[Dataset entries]
________
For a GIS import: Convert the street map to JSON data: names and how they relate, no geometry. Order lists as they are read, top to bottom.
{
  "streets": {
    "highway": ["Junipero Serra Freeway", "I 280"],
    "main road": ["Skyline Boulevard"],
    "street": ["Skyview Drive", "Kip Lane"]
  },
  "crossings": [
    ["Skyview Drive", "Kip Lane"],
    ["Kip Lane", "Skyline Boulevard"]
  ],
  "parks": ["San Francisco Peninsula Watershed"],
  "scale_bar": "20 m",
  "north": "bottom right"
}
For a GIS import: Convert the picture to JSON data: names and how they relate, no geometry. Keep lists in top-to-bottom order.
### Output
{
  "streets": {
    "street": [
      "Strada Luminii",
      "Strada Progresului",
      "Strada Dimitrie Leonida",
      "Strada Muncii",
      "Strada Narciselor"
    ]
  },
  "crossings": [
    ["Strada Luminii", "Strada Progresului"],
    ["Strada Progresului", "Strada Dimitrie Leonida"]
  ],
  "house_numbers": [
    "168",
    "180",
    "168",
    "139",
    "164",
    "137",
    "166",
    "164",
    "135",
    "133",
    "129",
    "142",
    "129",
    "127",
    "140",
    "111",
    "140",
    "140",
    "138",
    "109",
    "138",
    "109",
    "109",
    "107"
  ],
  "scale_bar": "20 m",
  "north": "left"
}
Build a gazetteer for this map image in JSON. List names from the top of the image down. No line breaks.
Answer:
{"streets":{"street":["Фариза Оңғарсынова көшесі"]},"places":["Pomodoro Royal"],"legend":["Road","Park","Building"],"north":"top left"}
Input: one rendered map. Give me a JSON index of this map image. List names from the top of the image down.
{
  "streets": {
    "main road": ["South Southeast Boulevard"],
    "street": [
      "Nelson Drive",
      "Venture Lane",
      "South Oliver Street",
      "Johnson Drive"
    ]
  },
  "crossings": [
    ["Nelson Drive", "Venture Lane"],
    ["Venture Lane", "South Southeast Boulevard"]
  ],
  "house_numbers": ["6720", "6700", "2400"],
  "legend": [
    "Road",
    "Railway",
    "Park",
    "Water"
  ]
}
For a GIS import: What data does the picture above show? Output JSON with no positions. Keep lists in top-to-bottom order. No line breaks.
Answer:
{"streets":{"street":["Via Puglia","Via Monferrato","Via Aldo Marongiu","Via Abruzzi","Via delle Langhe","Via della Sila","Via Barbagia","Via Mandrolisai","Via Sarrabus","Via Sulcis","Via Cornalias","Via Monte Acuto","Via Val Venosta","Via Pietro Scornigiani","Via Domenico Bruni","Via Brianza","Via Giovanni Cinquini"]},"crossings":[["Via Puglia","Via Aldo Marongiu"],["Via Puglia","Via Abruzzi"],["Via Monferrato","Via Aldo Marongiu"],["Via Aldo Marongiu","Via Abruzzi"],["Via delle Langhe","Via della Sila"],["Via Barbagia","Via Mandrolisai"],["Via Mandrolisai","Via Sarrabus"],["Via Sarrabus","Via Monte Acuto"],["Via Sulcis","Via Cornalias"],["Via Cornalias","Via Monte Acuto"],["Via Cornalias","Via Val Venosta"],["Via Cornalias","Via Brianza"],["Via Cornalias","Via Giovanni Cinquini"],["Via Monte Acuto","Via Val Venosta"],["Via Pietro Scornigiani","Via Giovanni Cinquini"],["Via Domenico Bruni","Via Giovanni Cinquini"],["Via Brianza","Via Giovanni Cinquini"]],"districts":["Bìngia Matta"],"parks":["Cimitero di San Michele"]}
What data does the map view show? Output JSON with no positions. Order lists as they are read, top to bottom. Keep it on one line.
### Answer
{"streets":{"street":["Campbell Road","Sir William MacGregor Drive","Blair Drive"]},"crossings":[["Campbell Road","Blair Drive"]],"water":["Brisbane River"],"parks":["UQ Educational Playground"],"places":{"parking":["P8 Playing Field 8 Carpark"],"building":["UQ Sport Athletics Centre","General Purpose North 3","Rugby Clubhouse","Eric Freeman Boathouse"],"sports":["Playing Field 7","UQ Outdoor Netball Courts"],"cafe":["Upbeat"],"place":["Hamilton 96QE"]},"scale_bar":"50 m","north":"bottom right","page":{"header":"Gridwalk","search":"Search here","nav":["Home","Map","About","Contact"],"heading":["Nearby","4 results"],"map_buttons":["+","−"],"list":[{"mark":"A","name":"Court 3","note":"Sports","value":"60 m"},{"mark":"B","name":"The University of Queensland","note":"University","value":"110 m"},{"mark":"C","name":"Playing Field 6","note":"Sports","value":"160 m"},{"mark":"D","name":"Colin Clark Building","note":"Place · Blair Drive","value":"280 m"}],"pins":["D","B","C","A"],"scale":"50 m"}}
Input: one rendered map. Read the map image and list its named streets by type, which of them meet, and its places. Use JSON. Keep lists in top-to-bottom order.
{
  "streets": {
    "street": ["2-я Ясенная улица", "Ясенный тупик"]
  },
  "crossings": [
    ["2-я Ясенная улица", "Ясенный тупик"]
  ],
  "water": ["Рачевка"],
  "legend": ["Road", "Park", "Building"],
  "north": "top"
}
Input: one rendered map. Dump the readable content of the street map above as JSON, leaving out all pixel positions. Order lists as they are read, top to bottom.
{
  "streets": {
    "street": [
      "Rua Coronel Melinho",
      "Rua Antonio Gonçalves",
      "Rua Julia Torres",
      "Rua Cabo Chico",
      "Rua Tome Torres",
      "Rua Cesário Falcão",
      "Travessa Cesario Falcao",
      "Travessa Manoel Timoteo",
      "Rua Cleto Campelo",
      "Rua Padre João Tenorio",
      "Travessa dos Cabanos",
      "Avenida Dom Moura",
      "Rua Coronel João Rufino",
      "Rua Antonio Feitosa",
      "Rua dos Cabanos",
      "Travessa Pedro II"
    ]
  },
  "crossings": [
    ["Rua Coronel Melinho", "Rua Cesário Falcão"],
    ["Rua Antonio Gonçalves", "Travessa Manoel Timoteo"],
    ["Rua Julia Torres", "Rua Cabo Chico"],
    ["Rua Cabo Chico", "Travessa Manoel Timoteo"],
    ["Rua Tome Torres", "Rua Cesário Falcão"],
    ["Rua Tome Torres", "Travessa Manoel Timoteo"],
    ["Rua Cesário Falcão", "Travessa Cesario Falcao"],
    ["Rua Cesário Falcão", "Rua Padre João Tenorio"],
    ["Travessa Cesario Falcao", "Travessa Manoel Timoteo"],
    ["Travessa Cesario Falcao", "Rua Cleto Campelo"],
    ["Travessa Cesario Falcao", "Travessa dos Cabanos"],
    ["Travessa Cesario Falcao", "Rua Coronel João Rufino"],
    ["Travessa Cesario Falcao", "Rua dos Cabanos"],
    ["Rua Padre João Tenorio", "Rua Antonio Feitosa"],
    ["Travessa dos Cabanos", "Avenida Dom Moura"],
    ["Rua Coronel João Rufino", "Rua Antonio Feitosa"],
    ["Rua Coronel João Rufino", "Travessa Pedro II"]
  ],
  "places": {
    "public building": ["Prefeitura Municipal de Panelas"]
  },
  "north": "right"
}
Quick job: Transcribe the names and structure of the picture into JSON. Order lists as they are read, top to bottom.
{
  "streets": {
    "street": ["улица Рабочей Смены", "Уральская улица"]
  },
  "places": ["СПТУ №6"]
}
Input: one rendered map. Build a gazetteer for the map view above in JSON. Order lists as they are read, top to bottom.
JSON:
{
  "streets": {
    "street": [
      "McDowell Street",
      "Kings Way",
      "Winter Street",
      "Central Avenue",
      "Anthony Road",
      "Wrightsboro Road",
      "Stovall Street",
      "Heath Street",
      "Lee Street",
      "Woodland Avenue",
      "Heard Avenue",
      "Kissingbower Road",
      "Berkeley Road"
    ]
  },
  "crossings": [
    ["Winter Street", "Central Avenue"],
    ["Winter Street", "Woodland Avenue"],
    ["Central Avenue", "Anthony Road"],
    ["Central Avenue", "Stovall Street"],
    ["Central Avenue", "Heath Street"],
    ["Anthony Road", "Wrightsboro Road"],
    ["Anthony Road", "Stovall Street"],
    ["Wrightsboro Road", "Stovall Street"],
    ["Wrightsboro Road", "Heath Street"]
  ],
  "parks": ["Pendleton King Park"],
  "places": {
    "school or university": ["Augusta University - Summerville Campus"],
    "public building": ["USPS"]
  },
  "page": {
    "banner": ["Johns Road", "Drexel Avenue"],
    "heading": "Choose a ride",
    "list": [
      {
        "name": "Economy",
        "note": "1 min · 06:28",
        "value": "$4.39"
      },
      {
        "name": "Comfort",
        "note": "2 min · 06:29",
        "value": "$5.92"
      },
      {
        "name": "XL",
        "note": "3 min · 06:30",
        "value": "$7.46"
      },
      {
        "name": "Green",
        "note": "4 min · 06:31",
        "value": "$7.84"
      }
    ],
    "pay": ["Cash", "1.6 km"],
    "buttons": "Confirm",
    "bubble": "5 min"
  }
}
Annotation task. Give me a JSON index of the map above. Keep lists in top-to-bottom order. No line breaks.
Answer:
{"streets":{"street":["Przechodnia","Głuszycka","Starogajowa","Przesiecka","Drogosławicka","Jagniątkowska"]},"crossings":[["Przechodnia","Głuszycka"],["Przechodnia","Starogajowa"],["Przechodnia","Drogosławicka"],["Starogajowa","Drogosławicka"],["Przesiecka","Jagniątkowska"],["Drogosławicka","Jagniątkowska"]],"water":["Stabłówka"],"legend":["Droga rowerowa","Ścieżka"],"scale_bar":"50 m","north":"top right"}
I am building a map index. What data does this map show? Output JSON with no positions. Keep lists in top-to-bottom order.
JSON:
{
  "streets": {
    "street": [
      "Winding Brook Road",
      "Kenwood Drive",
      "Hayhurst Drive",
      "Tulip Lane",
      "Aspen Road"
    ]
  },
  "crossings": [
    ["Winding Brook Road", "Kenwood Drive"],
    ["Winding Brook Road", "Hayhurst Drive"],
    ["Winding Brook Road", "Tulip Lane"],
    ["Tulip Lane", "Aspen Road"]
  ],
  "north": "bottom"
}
________
→ **DIRECTIONS**: Your answer should consist of the lines above that hold the word "does", copied exactly.

→ **OUTPUT FOR THIS TASK**:
For a GIS import: What data does the picture above show? Output JSON with no positions. Keep lists in top-to-bottom order. No line breaks.
What data does the map view show? Output JSON with no positions. Order lists as they are read, top to bottom. Keep it on one line.
I am building a map index. What data does this map show? Output JSON with no positions. Keep lists in top-to-bottom order.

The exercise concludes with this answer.